Lawmakers recently released a new medical marijuana bill – House Bill 136 – in the state of Kentucky – to be filed in the 2019 Regular Session. Behind the legislation are Rep. Diane St. Onge, R – Ft. Wright, and Rep. Jason Nemes, R- Louisville.

According to Rep. Nemes, “This bill is designed to help Kentuckians in pain when their doctors say medical marijuana will help them. It is time to allow doctors to have this option for patients.”

The Department of Public Protection’s Office of Alcoholic Beverage Control will oversee and regulate the medical marijuana program. Through the state, residents would apply for various licenses (e.g. cultivation, dispensary, processors, safety facilities, practitioners and patients). The bill includes proposed provisions for yearly licensing fees as well as limits on possession. The state would track all product with a database. And some home grows might be allowed as well.

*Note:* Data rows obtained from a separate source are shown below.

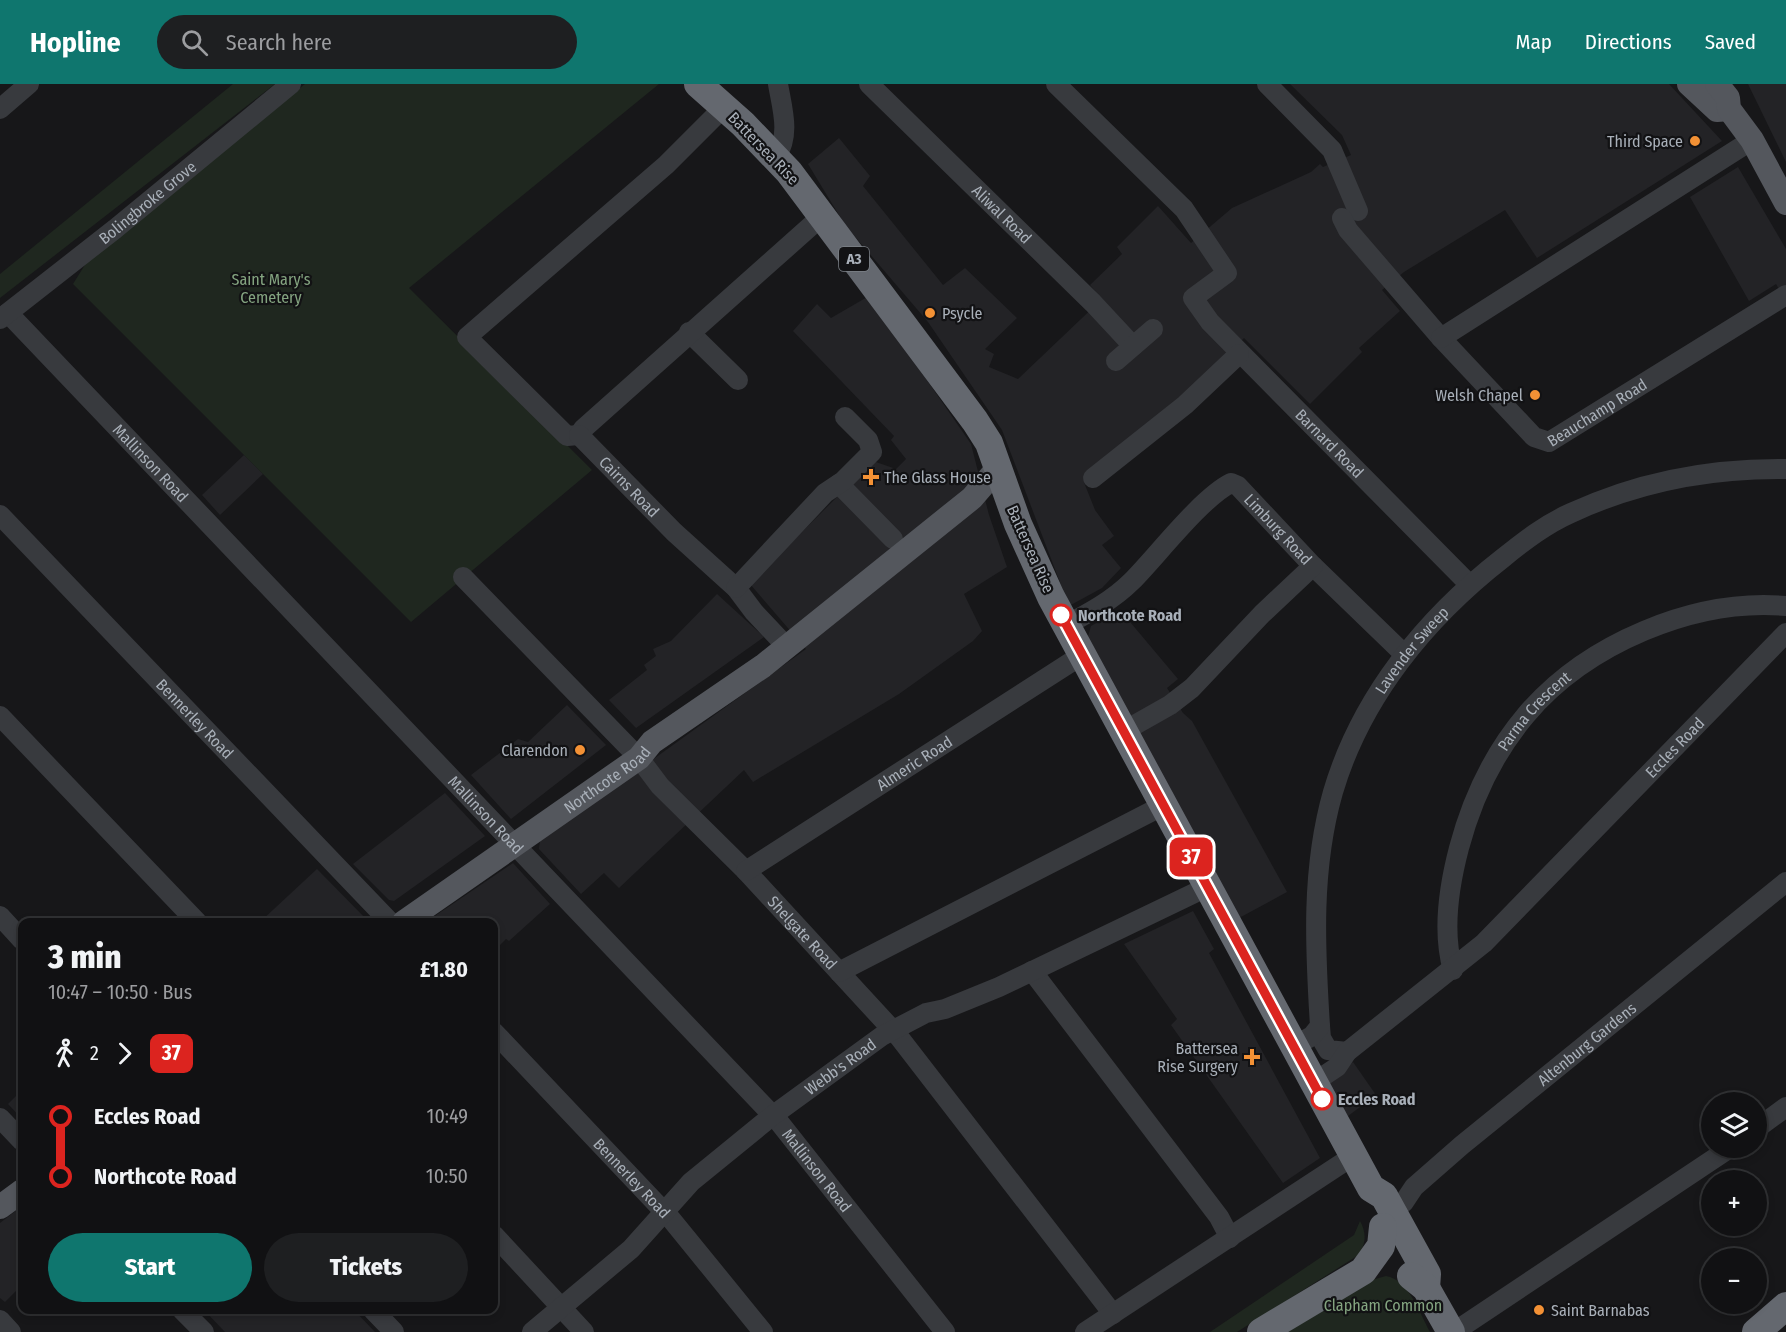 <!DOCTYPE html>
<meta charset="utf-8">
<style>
:root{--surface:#111113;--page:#1e1f21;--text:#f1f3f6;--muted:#9c9da0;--line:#303133;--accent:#0f766e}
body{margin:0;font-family:"Fira Sans Condensed",sans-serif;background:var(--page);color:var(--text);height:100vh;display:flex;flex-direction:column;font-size:22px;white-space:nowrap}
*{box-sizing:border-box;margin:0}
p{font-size:20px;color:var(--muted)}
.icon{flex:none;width:33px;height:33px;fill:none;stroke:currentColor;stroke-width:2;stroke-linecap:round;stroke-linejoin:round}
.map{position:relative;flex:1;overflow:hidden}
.side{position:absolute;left:18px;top:834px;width:480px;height:396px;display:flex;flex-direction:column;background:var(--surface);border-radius:12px;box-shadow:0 3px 9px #0003,0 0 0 2px var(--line)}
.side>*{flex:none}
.badge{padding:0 12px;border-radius:9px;font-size:21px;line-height:39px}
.tools{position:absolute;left:1701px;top:1008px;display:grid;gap:12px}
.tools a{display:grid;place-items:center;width:66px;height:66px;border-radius:50%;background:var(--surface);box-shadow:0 3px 9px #0003,0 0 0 2px var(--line);font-size:30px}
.map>.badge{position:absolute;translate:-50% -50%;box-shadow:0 0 0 3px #fff}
.legs{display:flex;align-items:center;gap:9px;height:66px;padding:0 30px;font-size:20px}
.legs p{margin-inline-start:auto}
.summary{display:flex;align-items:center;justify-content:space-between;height:102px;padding:0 30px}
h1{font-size:33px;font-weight:800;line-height:45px}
.action{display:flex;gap:12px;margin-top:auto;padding:12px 30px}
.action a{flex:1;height:69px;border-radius:36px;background:var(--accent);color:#fff;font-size:24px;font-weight:800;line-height:69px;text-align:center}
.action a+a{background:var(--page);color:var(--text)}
ul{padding:0 30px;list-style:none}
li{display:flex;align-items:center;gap:21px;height:60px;font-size:22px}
li i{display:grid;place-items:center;width:9px;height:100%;margin:0 8px;background:currentColor}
li i::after{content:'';width:15px;height:15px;margin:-8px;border:4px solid;border-radius:50%;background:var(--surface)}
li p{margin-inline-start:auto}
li:first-child i{background:linear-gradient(#0000 50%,currentColor 0)}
li:last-child i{background:linear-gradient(currentColor 50%,#0000 0)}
header{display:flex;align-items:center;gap:36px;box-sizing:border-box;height:84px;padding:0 30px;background:var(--accent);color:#fff}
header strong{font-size:28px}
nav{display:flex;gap:33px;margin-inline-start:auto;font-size:21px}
.search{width:420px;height:54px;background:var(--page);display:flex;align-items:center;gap:15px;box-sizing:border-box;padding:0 21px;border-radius:33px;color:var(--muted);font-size:22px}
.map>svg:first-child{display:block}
</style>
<header>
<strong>Hopline</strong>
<div class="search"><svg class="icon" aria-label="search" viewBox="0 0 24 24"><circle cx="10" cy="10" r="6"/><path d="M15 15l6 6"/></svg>Search here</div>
<nav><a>Map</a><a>Directions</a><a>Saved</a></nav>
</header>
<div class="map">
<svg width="1786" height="1248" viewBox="0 0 1786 1248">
<rect width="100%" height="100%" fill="#171719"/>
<g fill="#232326">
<polygon points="1290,0 1669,0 1722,57 1537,174 1505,126 1404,188 1382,206 1400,227 1359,264 1362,268 1310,320 1244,254 1212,286 1083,396 1095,426 1114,452 1102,461 1121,484 1102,504 1069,522 1002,346 928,238 845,141 808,80 839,54 870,92 863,102 943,201 965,184 1017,234 985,265 994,270 989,283 1018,295 1102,215 1090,201 1122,170 1117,163 1158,122 1191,159 1232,124 1311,88 1320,80 1323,83 1351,71 1342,51"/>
<polygon points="1748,0 1786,0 1786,78"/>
<polygon points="1738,83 1786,165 1786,217 1776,200 1749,217 1690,113"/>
<polygon points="869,212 971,360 989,431 1007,483 964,510 982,547 973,557 899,610 753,698 744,686 619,804 604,789 581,810 539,765 540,757 806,565 750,500 873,377 896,385 906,375 891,356 894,352 793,247 817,220 831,234"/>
<polygon points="244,371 263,390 220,431 202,411"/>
<polygon points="717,510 764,553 636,644 609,616 647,586 644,581 656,572 653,565 671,557"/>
<polygon points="1120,526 1178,595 1167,604 1183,629 1192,637 1287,808 1239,834 1087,556 1091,542"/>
<polygon points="567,621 606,661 511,735 471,691 518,655 528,658"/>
<polygon points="445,709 485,752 394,817 389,816 353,780"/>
<polygon points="513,779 550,820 509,857 506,855 494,867 494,838 426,838"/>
<polygon points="317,785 367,836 363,838 260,838"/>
<polygon points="1193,827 1214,865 1209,869 1320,1074 1283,1099 1171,941 1177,935 1124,860"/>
<polygon points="1353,978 1376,1011 1348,1032 1329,1002 1333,992"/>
<polygon points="22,1006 22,1035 8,1020"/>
<polygon points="22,1122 22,1201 5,1218 0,1214 0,1139"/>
<polygon points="204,1226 354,1226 375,1248 225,1248"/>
</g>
<g fill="#1f271f">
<polygon points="233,0 275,0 0,214 0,190"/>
<polygon points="305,0 659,0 409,204 592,386 411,538 73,200 88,176"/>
<path d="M1360,1137C1367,1149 1366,1162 1357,1172L1237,1248H1210L1354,1151Z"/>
<path d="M1386,1192C1409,1196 1420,1230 1430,1248H1287L1368,1197Z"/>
</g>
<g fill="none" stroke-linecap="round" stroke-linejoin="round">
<g stroke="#383a3e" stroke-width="20">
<path id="s1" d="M869,0L1093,219L1133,262"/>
<path id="s2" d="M1056,0L1184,125L1227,189L1193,214L1210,238L1470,501"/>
<polyline points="1267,0 1332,66 1358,127"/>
<polyline points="0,25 29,0"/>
<path d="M776,73C791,51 782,24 778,0"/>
<path id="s3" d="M1342,134L1348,146L1441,254L1534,353L1549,358L1786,211"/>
<path id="s4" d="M8,229L779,1038L945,1248"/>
<path id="s5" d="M0,235L115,145L291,0"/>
<polyline points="689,248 738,296"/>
<polyline points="1441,254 1752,56"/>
<polyline points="1116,277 1153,245"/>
<polyline points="579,351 567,352 467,253 666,81 724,23"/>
<polyline points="579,351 583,345 822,132"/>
<path id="s6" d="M579,351L674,448L736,504L754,528L787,563"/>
<polyline points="1093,394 1185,321 1239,270"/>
<polyline points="839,400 893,455"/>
<path id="s7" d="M0,431L390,838"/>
<path id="s8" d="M463,493L639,674L660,702L746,787L899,953L1113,1230"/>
<polyline points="736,504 825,409 843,397 872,368 868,356 845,333"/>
<path id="s9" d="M1066,541C1089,529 1113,516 1132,497C1157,472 1201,414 1231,399L1238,402L1313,482L1404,570"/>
<polyline points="0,632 197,838"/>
<polyline points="1124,647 1170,621 1192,604 1262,530 1313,482"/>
<path id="s10" d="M746,787L1082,571"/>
<polyline points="0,832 22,856"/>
<path id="s11" d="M1453,886C1442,848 1449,802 1459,764C1472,715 1493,670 1526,631C1586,560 1694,514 1786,522"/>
<polyline points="1032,887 1219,1133 1230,1154"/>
<polyline points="839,888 1164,721"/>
<polyline points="1320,942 1321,954 1328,966 1347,968"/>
<path id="s12" d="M494,948L671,1135L763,1248"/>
<path id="s13" d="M1293,963L1312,952L1320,942C1315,863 1311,785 1333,708C1361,613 1426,534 1503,474C1524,457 1546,440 1571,429C1640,397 1711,384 1786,385"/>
<path id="s14" d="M1313,999L1337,983L1347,968L1484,859L1786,549"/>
<polyline points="0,1034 22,1057"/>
<polyline points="1756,1045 1786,1023"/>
<path id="s15" d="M1392,1128L1404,1118L1414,1103L1462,1061L1786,798"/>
<polyline points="494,1151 584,1248"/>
<polyline points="182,1226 204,1248"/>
<polyline points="373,1226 394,1248"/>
<polyline points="0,1236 11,1248"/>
<path id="s16" d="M532,1248L631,1165L691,1098L772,1032L882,952L926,929L945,925L999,903L1207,803"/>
<polyline points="1085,1248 1353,1072"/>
<polyline points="1454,1248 1730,1064"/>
</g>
<g stroke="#54575d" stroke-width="24">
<polyline points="1689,0 1717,26 1729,25"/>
<polyline points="1717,0 1728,14 1729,25 1752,56 1786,119"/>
<path id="s17" d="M404,838L639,674L652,658L763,582L972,414L997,385"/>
<polyline points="0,1123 22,1107"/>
</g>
<g stroke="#64686f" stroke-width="28">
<polyline points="698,0 743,40 789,88 975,337 989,359 1018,440 1051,513 1371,1104 1384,1112 1427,1190 1426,1204"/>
<polyline points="1411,1192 1426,1204 1451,1248"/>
<polyline points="1261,1248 1363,1187 1381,1162 1383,1143"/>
<polyline points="1756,1248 1786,1222"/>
</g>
</g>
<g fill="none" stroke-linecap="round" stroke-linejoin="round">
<g stroke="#fff" stroke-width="14">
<polyline id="line-1" points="1061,531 1322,1015"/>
</g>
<use href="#line-1" stroke="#dc241f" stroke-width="9"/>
</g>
<g fill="#f39135" stroke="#121214" stroke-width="2">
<circle cx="1695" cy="57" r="6"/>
<circle cx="930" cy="229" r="6"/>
<circle cx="1535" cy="311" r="6"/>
<path d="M868 384h6v6h6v6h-6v6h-6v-6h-6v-6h6z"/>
<circle cx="580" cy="666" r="6"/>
<path d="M1249 964h6v6h6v6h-6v6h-6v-6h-6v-6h6z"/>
<circle cx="1539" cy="1226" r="6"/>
</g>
<g fill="#fff" stroke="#dc241f" stroke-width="3">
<circle cx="1061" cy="531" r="10"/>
<circle cx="1322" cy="1015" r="10"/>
</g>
<g text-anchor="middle" stroke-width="4.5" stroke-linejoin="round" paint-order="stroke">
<rect fill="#121214" stroke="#7c8188" stroke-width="1.5" x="839" y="163" width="30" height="24" rx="4.5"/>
<g font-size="15" font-weight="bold" fill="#a9b0b9">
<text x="854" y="180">A3</text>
</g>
<g font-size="16" fill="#a9b0b9" stroke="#121214" text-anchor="end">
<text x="1683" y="63">Third Space</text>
<text x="942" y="235" text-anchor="start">Psycle</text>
<text x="1523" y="317">Welsh Chapel</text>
<text x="884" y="399" text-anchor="start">The Glass House</text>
<text x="568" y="672">Clarendon</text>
<text x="1238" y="970">Battersea<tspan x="1238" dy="18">Rise Surgery</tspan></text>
<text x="1551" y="1232" text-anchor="start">Saint Barnabas</text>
</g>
<g font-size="16" fill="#a9b0b9" stroke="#121214">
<text transform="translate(764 64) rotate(46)" y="6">Battersea Rise</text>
<text dy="6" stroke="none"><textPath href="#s5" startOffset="188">Bolingbroke Grove</textPath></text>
<text dy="6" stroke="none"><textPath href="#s1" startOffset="186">Aliwal Road</textPath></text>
<text dy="6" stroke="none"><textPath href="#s3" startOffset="364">Beauchamp Road</textPath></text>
<text dy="6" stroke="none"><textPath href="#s2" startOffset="498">Barnard Road</textPath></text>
<text dy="6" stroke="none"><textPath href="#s4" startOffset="207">Mallinson Road</textPath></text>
<text dy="6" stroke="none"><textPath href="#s6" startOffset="72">Cairns Road</textPath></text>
<text dy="6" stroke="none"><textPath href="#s9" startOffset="286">Limburg Road</textPath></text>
<text transform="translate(1031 465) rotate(66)" y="6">Battersea Rise</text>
<text dy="6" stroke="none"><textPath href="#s13" startOffset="434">Lavender Sweep</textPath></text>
<text dy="6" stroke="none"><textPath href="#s11" startOffset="282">Parma Crescent</textPath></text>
<text dy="6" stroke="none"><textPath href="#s7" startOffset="282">Bennerley Road</textPath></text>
<text dy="6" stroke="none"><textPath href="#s14" startOffset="495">Eccles Road</textPath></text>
<text dy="6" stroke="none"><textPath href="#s10" startOffset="200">Almeric Road</textPath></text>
<text dy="6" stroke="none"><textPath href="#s17" startOffset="248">Northcote Road</textPath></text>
<text dy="6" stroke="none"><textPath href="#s4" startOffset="693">Mallinson Road</textPath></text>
<text dy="6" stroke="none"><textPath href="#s8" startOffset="492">Shelgate Road</textPath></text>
<text dy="6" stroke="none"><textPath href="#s15" startOffset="258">Altenburg Gardens</textPath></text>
<text dy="6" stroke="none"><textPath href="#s16" startOffset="408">Webb's Road</textPath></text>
<text dy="6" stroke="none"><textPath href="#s4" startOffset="1179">Mallinson Road</textPath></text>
<text dy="6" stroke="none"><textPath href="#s12" startOffset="201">Bennerley Road</textPath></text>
</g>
<g font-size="16" fill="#84a480" stroke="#121214">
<text x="271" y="201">Saint Mary's<tspan x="271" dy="18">Cemetery</tspan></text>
<text x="1383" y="1227">Clapham Common</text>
</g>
<g font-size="16" font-weight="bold" fill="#a9b0b9" stroke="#121214" text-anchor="start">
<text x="1078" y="537">Northcote Road</text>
<text x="1338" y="1021">Eccles Road</text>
</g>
</g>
</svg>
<div class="tools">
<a><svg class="icon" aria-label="layers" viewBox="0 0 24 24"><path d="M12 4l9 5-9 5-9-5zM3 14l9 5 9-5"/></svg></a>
<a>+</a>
<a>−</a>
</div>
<b class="badge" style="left:1191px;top:773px;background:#dc241f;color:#fff">37</b>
<section class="side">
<div class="summary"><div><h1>3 min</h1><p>10:47 – 10:50 · Bus</p></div><b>£1.80</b></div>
<div class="legs"><svg class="icon" aria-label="walk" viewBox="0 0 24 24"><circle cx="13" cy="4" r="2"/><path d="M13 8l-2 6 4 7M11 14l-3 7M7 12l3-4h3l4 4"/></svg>2<svg class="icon" aria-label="forward" viewBox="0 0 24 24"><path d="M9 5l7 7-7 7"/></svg><b class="badge" style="background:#dc241f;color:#fff">37</b></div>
<ul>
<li><i style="color:#dc241f"></i><b>Eccles Road</b><p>10:49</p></li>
<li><i style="color:#dc241f"></i><b>Northcote Road</b><p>10:50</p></li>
</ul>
<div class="action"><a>Start</a><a>Tickets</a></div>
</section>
</div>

Kentucky Cannabis Not About Taxes

The representatives behind the MMJ move add that seeking legalization is not just about collecting another tax from the citizens – “but rather to provide relief to the thousands of Kentuckians who suffer from conditions that have not responded to traditional medicine,” Rep. St. Onge said.

But does there appear to be enough support from both sides of the legislature? Significant discussion has already taken place regarding Kentucky cannabis legalization. Although law enforcement has expressed some concern as to the potential impact such a step might have on the state.

Show Me the Studies

Others want real research in their hands before they support Kentucky cannabis. State Senate President Robert Stivers asks, “Where is the study? Deliver me the study. An appropriate Tier 3 study with control groups that says it is medicinal or therapeutic.”

Marijuana is still federally classified as a Schedule I substance, so many in the industry find it difficult to pursue or locate detailed research on the effects of cannabis and its potential benefits and use in medicine.

It is too early to predict whether the bill will pass in the Kentucky state senate though. Although, informal polling of residents shows majority support.